REQUIRED WORK: Give the number of lines containing "evenodd" in this listing, with no other words.

SUPPLIED RECORDS:

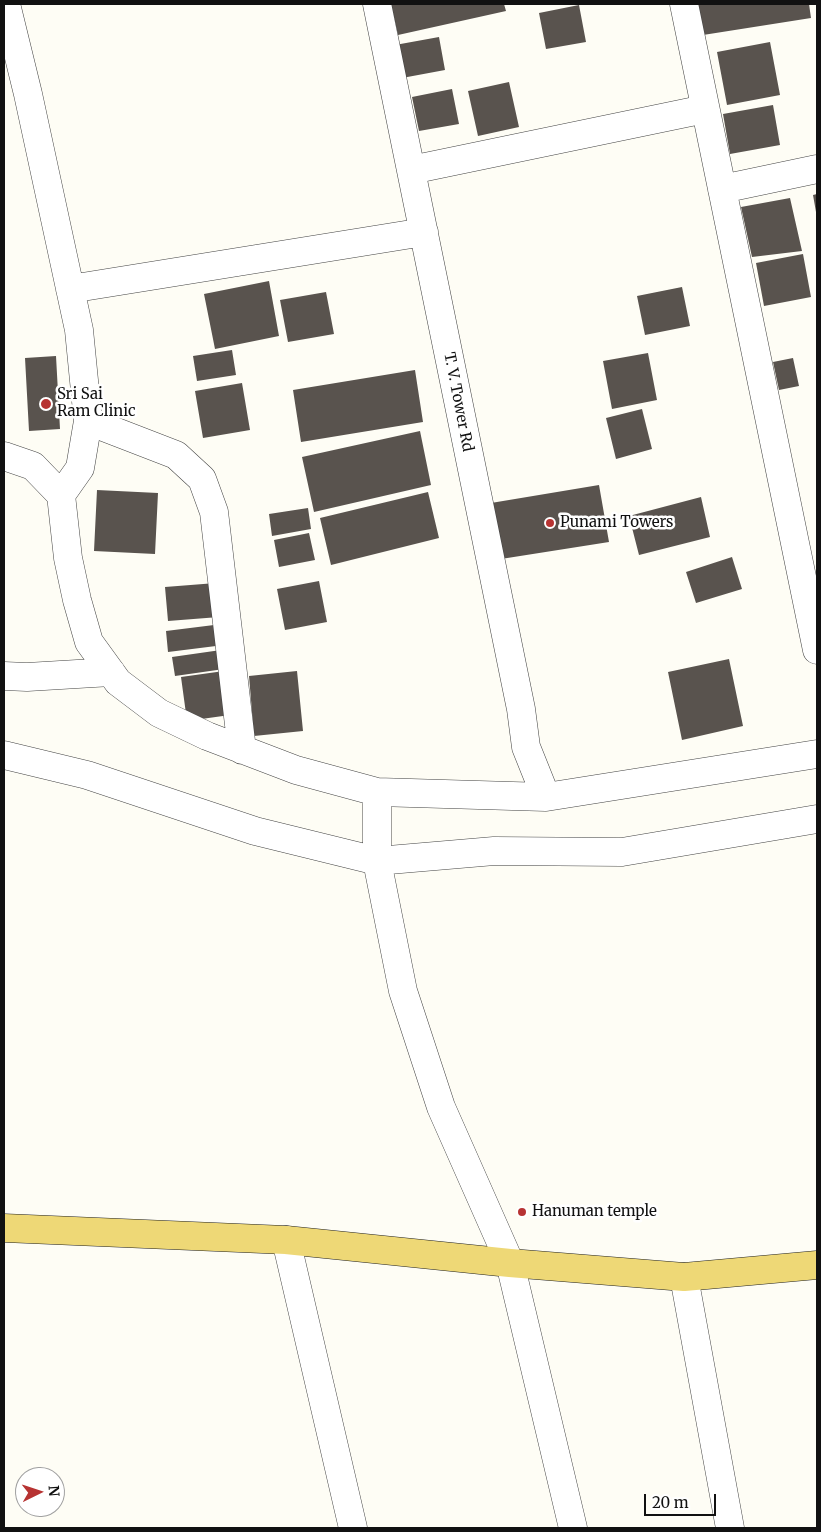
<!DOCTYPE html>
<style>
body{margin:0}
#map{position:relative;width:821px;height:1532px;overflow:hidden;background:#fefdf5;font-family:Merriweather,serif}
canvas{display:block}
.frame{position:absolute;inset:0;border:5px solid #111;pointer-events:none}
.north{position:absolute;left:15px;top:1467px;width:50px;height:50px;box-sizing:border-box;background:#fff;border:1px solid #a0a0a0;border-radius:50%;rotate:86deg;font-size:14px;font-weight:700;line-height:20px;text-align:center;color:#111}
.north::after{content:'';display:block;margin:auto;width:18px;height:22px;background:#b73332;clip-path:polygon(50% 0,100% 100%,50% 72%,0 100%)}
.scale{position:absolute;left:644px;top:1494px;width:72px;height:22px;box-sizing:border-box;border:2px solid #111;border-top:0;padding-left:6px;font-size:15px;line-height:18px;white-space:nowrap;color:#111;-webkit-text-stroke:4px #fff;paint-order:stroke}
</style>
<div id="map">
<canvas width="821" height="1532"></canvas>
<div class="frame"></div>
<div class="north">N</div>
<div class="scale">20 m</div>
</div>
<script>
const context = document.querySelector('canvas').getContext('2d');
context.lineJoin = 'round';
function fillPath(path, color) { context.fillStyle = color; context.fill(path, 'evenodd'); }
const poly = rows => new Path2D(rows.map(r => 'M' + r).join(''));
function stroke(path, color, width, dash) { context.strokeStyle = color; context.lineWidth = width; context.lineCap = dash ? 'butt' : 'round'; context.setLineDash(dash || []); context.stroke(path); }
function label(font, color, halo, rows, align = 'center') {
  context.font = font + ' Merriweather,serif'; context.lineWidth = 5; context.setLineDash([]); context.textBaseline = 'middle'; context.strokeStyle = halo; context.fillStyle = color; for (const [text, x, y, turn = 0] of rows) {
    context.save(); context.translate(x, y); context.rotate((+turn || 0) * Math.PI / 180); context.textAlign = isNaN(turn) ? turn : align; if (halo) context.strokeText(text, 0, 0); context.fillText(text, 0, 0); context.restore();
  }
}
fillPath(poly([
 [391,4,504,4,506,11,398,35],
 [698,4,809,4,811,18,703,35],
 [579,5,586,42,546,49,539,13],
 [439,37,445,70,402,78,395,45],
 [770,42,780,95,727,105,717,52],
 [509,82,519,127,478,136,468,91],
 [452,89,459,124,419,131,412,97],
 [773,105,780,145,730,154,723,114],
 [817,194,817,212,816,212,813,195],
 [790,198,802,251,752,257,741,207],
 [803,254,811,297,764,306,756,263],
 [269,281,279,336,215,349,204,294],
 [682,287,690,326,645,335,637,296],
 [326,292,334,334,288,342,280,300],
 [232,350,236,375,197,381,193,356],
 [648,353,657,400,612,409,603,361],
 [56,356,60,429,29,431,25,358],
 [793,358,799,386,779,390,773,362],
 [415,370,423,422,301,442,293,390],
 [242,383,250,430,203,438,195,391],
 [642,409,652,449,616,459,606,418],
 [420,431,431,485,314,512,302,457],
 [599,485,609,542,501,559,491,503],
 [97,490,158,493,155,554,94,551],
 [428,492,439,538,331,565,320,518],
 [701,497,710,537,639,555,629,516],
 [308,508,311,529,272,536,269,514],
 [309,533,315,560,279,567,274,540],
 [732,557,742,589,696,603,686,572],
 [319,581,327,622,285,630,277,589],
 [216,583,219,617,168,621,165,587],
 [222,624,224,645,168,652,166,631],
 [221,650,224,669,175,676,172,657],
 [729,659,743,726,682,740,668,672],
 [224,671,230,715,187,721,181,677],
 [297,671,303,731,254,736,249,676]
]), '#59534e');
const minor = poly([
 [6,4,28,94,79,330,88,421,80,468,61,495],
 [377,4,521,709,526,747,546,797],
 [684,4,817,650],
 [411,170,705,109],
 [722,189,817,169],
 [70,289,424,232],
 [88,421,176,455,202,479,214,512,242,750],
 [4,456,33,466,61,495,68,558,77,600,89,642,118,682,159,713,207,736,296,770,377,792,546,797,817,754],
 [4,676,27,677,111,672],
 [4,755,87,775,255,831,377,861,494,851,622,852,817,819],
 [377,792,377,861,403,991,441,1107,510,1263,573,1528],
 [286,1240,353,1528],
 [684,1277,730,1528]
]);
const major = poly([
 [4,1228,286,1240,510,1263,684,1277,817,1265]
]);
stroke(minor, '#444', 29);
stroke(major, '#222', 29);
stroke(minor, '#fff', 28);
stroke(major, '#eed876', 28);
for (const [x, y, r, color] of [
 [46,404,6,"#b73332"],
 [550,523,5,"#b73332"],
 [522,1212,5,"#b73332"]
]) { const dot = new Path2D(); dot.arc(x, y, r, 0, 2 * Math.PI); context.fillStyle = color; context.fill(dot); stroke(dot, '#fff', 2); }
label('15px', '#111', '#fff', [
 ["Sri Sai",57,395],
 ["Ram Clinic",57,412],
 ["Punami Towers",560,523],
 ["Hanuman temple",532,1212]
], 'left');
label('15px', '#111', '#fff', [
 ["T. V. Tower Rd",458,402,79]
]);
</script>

==

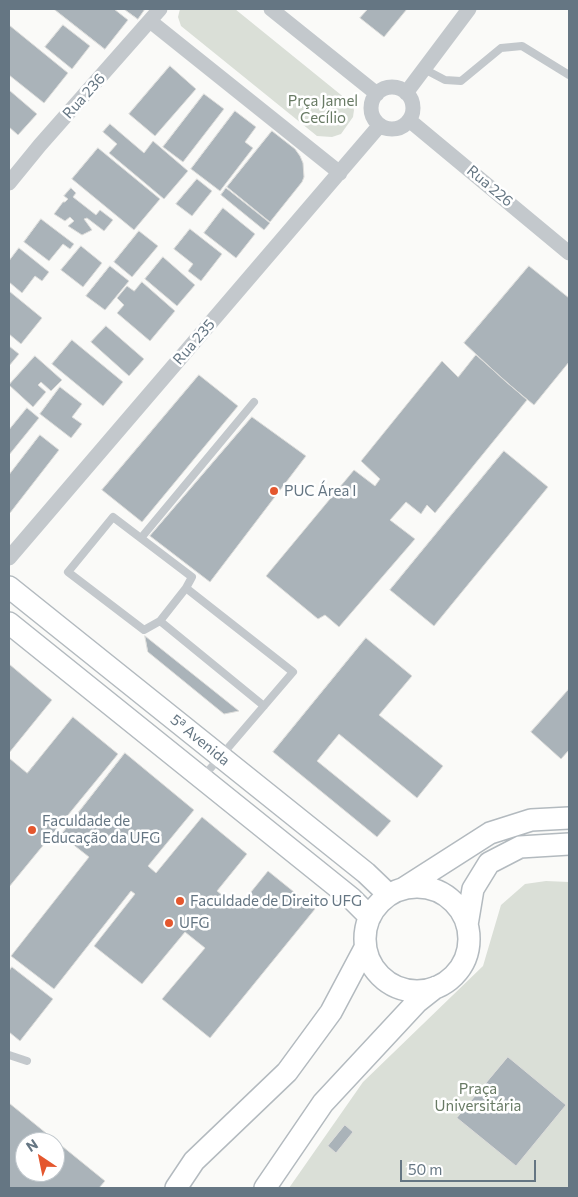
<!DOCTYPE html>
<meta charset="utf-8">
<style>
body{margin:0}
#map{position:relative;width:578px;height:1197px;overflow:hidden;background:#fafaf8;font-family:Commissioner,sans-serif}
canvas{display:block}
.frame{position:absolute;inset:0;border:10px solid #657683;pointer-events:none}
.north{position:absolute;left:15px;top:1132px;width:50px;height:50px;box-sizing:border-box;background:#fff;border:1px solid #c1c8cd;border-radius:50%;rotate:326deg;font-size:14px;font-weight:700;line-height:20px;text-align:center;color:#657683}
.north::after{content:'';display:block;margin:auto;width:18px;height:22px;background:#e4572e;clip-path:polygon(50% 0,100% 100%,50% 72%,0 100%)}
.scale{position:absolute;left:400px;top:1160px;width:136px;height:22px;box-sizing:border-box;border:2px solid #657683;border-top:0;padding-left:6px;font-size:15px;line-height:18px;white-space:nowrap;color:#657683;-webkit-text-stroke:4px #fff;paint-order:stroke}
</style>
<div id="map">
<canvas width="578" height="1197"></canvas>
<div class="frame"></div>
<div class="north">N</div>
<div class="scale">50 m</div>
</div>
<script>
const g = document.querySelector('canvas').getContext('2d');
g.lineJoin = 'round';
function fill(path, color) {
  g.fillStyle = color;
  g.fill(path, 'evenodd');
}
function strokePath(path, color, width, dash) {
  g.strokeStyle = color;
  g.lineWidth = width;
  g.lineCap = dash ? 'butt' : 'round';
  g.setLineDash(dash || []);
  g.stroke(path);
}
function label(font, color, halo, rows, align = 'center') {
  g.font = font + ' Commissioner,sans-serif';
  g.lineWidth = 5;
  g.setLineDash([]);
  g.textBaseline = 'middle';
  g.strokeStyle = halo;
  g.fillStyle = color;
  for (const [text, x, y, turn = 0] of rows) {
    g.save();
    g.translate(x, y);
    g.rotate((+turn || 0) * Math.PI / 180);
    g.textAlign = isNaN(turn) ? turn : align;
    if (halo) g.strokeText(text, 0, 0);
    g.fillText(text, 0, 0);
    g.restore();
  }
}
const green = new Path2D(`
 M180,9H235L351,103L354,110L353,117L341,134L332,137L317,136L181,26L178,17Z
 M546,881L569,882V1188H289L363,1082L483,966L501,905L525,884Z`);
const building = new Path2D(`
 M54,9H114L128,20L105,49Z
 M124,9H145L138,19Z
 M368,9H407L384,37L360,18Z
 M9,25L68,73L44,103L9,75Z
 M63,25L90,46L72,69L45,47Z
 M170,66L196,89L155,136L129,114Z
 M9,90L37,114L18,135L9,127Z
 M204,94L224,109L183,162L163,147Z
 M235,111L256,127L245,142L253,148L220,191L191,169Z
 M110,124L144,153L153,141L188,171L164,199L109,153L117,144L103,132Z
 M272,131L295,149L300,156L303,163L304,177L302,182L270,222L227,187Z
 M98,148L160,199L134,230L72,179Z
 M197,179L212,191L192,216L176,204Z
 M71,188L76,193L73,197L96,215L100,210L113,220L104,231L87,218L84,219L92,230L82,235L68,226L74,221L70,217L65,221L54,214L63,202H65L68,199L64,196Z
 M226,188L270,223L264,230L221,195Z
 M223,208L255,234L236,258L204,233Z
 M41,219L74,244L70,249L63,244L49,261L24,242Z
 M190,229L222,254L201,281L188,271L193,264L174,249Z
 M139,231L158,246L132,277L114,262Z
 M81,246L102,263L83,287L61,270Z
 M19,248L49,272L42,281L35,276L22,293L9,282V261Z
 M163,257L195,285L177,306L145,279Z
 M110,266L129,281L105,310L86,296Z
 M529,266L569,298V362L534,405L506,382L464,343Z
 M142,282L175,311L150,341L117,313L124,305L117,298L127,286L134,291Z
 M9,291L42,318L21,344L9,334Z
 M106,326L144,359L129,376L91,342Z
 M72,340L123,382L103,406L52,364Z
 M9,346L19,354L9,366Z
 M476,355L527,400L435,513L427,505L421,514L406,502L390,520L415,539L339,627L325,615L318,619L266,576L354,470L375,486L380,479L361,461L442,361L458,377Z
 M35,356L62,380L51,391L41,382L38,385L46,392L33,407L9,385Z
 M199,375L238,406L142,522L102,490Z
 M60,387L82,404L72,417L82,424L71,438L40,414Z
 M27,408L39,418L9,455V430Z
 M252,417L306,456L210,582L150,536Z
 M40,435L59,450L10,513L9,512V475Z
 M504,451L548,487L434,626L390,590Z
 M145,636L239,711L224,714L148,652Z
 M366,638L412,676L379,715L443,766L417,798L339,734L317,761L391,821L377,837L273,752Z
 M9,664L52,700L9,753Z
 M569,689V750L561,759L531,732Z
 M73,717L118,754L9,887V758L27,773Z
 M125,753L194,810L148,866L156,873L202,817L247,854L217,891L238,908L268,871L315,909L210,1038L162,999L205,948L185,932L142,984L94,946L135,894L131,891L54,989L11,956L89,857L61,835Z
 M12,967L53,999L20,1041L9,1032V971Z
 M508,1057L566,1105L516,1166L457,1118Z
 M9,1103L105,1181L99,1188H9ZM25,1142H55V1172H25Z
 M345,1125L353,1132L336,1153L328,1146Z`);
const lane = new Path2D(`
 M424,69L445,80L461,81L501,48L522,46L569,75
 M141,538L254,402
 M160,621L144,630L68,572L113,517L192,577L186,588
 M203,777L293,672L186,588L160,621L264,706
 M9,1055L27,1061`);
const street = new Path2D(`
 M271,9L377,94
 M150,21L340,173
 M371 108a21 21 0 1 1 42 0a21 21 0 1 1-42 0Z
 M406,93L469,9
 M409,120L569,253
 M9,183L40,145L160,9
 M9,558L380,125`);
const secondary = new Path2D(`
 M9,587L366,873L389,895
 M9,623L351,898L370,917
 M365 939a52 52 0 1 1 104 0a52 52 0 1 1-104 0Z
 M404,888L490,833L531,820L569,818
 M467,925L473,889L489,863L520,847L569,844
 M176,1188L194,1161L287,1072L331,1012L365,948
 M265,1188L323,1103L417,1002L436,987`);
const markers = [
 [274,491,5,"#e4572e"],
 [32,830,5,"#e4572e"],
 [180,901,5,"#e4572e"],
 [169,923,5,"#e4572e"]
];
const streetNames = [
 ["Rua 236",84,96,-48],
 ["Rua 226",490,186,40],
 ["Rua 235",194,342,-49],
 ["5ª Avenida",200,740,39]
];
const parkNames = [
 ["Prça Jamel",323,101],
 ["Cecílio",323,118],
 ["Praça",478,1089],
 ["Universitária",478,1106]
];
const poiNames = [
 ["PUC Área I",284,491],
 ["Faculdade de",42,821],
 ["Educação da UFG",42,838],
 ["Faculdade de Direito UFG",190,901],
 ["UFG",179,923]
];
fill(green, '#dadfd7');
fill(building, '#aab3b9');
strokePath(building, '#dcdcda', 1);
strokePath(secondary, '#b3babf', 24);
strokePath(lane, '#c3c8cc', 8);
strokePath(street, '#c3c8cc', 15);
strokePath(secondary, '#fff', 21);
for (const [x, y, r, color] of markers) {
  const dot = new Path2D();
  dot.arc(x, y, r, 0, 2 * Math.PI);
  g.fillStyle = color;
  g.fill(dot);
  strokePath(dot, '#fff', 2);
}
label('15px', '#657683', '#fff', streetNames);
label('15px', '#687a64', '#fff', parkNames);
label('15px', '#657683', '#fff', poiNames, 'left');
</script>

RESULT: 2